## [DATASET ENTRIES]
'''

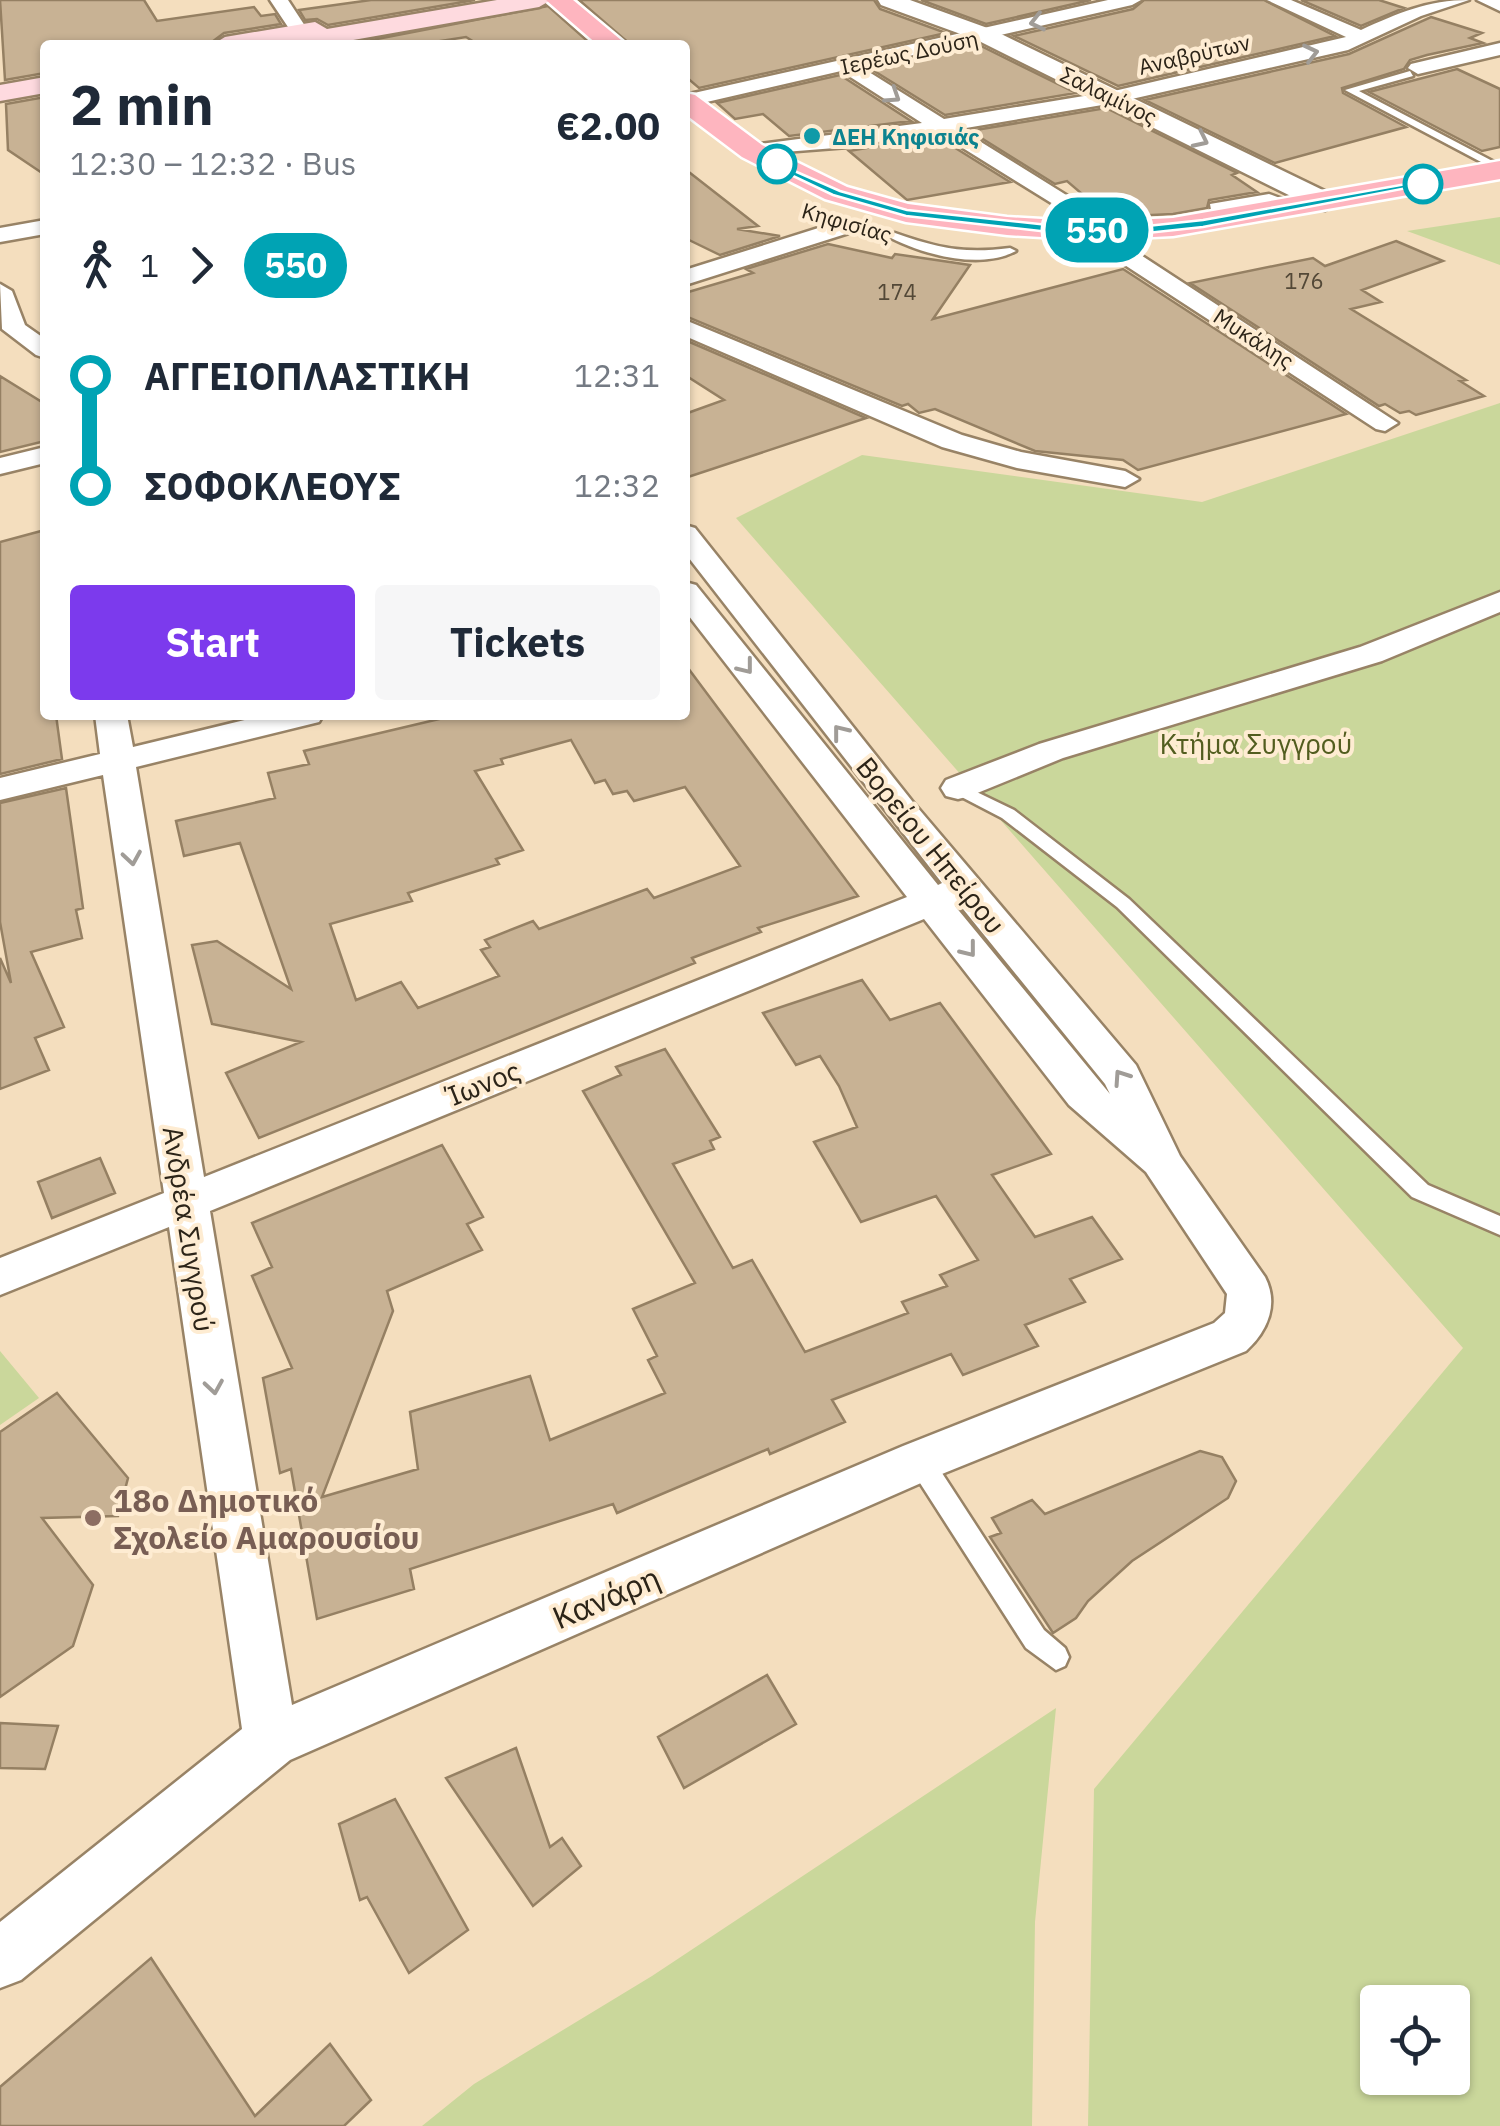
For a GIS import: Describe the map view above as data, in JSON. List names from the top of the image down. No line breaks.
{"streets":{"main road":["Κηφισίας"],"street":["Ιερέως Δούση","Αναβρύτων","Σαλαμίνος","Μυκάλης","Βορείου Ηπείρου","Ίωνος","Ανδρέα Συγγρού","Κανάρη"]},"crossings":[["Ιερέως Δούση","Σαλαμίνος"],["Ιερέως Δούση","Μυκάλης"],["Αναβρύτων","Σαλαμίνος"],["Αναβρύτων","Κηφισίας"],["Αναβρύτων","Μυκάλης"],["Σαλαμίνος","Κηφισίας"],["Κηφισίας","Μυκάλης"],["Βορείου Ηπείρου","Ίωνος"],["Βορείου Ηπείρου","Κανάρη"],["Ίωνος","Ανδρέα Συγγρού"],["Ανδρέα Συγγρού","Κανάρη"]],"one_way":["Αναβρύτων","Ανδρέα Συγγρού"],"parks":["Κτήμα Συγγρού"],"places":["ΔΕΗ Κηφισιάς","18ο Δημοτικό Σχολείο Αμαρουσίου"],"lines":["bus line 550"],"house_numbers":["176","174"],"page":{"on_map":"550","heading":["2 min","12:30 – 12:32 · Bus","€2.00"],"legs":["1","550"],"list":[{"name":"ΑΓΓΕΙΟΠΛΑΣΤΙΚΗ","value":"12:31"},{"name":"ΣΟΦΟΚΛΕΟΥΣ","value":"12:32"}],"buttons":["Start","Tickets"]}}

'''
'''

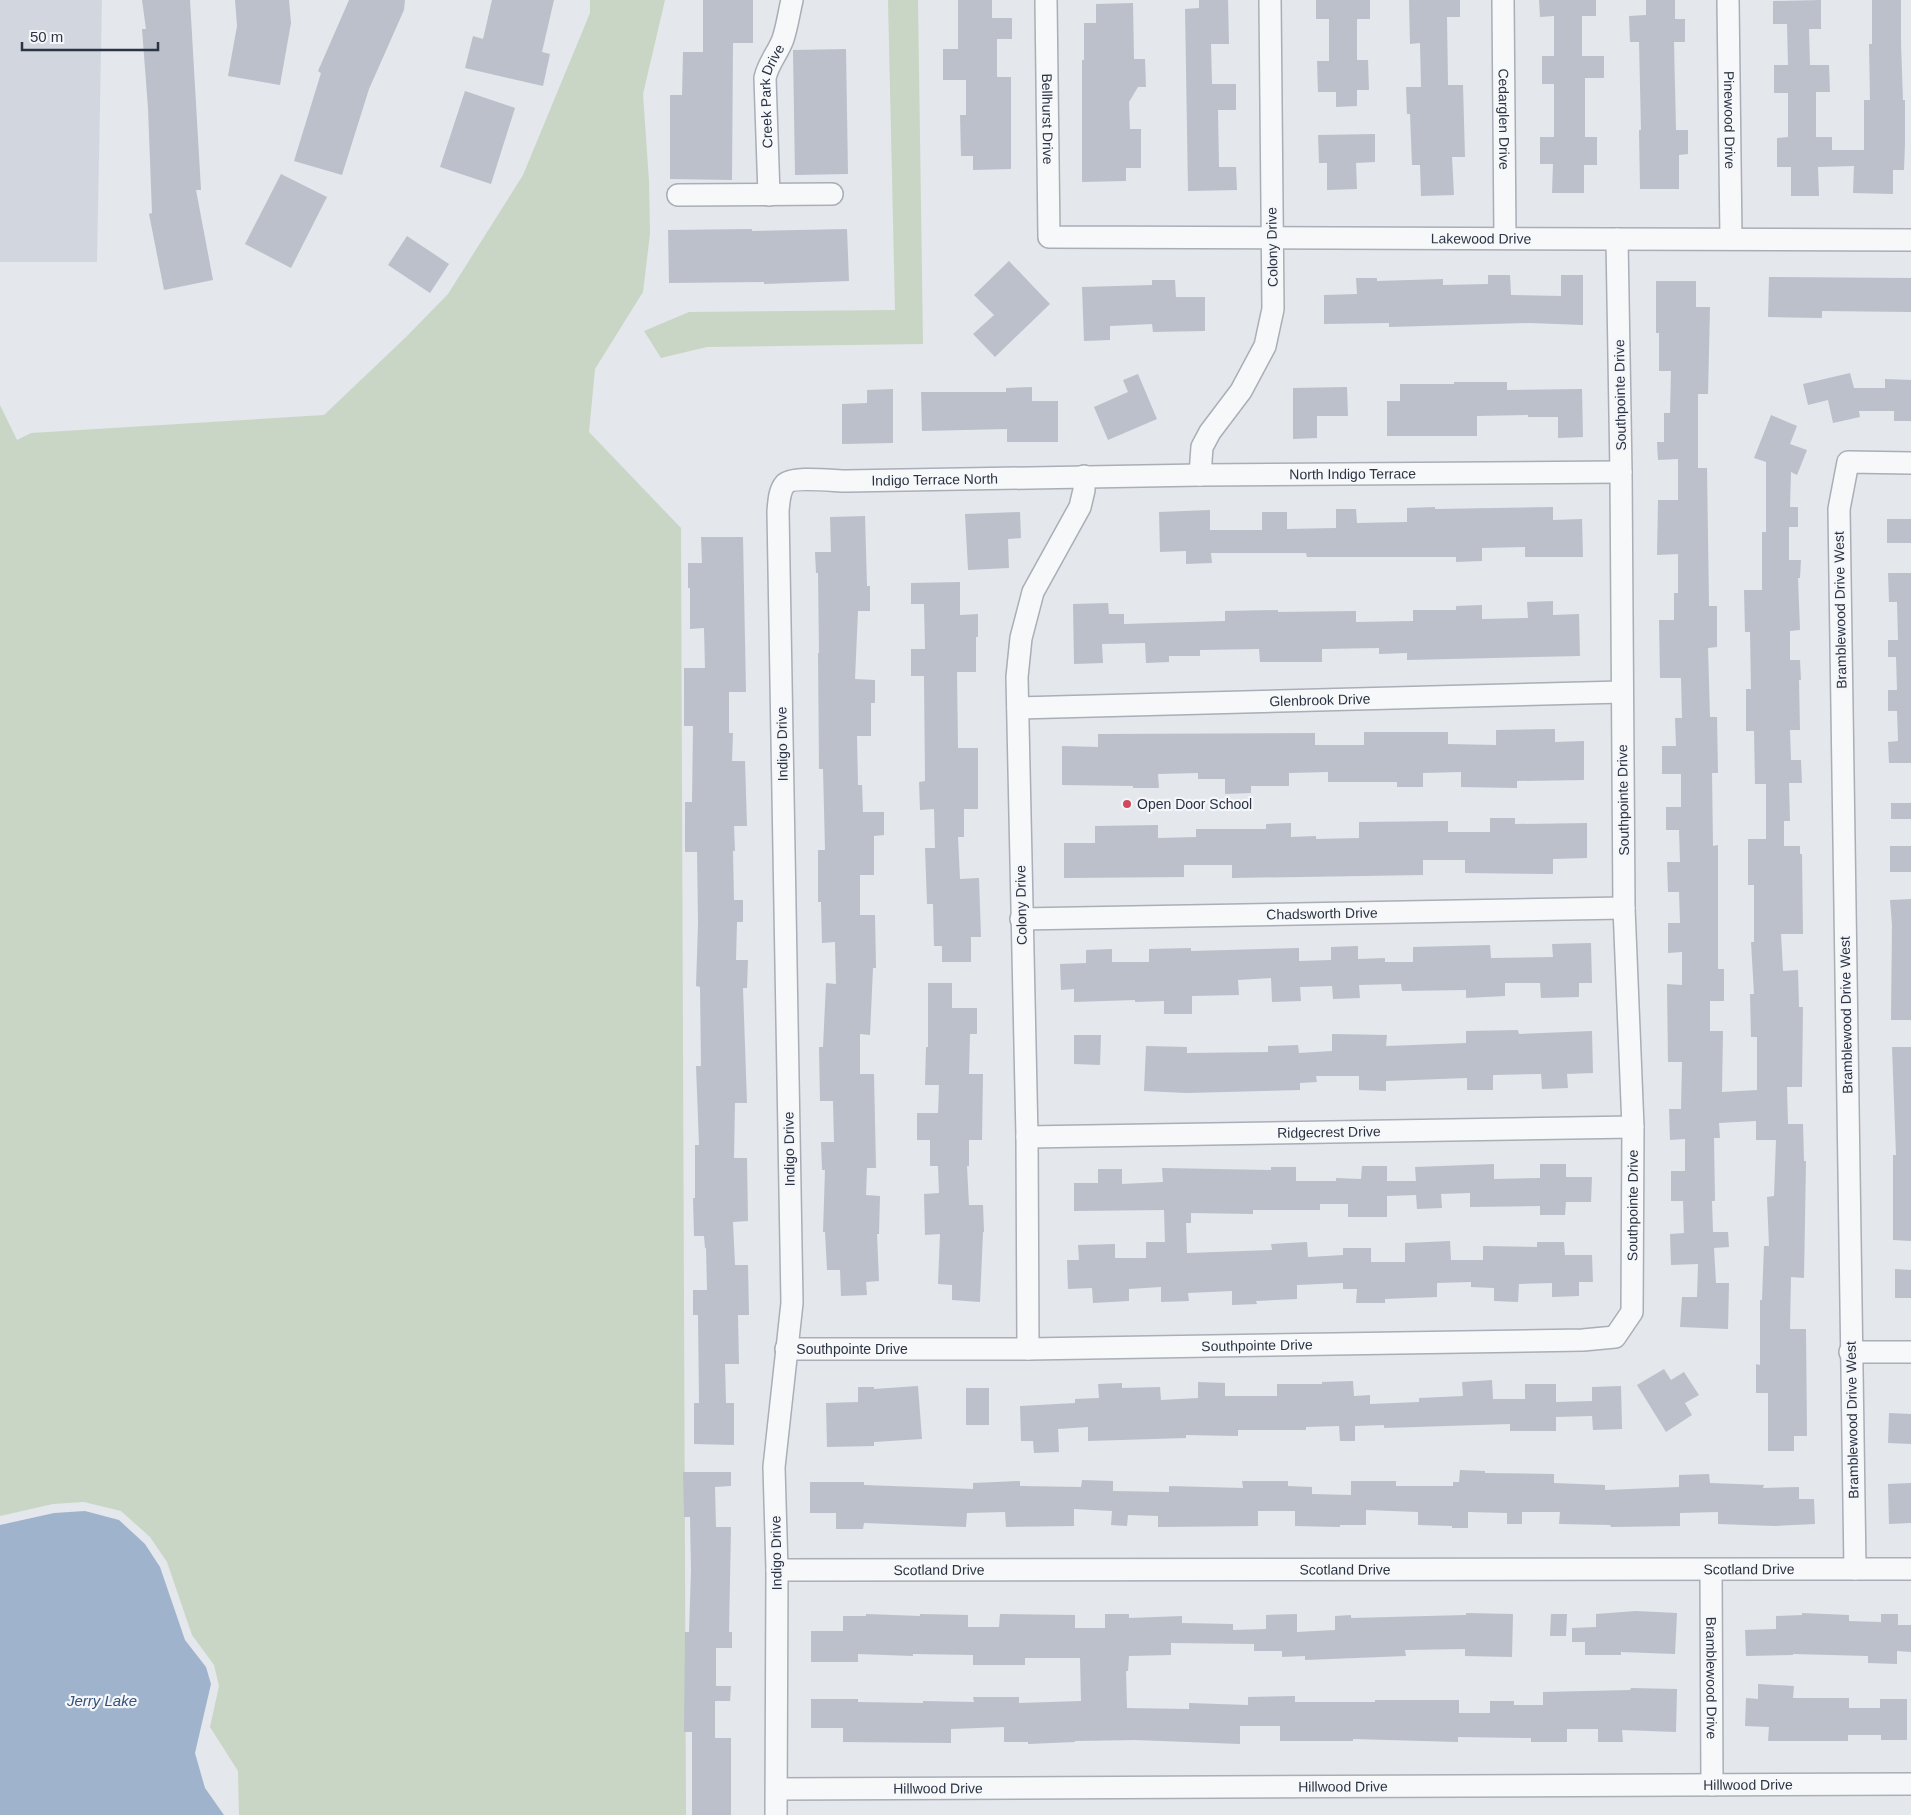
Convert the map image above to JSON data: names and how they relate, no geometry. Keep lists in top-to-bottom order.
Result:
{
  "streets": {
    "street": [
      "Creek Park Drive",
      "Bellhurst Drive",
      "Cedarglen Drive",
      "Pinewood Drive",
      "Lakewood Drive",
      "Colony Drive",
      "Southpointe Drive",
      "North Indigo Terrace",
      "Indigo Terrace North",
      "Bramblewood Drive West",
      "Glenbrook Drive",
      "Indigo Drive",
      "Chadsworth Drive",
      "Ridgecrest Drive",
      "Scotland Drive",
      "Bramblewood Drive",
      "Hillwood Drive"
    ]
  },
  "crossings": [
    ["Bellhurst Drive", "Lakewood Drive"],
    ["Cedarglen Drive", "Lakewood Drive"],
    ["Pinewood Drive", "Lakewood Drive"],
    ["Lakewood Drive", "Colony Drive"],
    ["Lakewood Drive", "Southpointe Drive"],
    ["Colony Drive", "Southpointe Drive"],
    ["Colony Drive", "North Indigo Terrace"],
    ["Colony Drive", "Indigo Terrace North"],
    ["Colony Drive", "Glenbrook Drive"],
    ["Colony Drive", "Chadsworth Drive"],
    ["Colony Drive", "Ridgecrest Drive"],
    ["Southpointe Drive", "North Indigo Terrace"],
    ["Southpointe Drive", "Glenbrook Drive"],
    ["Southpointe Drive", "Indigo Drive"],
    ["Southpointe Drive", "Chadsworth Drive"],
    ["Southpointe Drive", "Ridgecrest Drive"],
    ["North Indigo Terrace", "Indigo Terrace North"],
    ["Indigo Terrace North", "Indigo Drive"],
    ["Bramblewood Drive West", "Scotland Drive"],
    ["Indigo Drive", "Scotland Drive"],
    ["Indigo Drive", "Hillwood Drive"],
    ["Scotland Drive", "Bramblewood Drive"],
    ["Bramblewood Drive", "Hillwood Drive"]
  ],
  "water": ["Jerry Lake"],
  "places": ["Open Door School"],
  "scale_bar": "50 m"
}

'''

## [ACTIVITY]
Check the entries above line by line and return each one containing the word "North".

## [ANSWER TO THIS PROBLEM]
      "North Indigo Terrace",
      "Indigo Terrace North",
    ["Colony Drive", "North Indigo Terrace"],
    ["Colony Drive", "Indigo Terrace North"],
    ["Southpointe Drive", "North Indigo Terrace"],
    ["North Indigo Terrace", "Indigo Terrace North"],
    ["Indigo Terrace North", "Indigo Drive"],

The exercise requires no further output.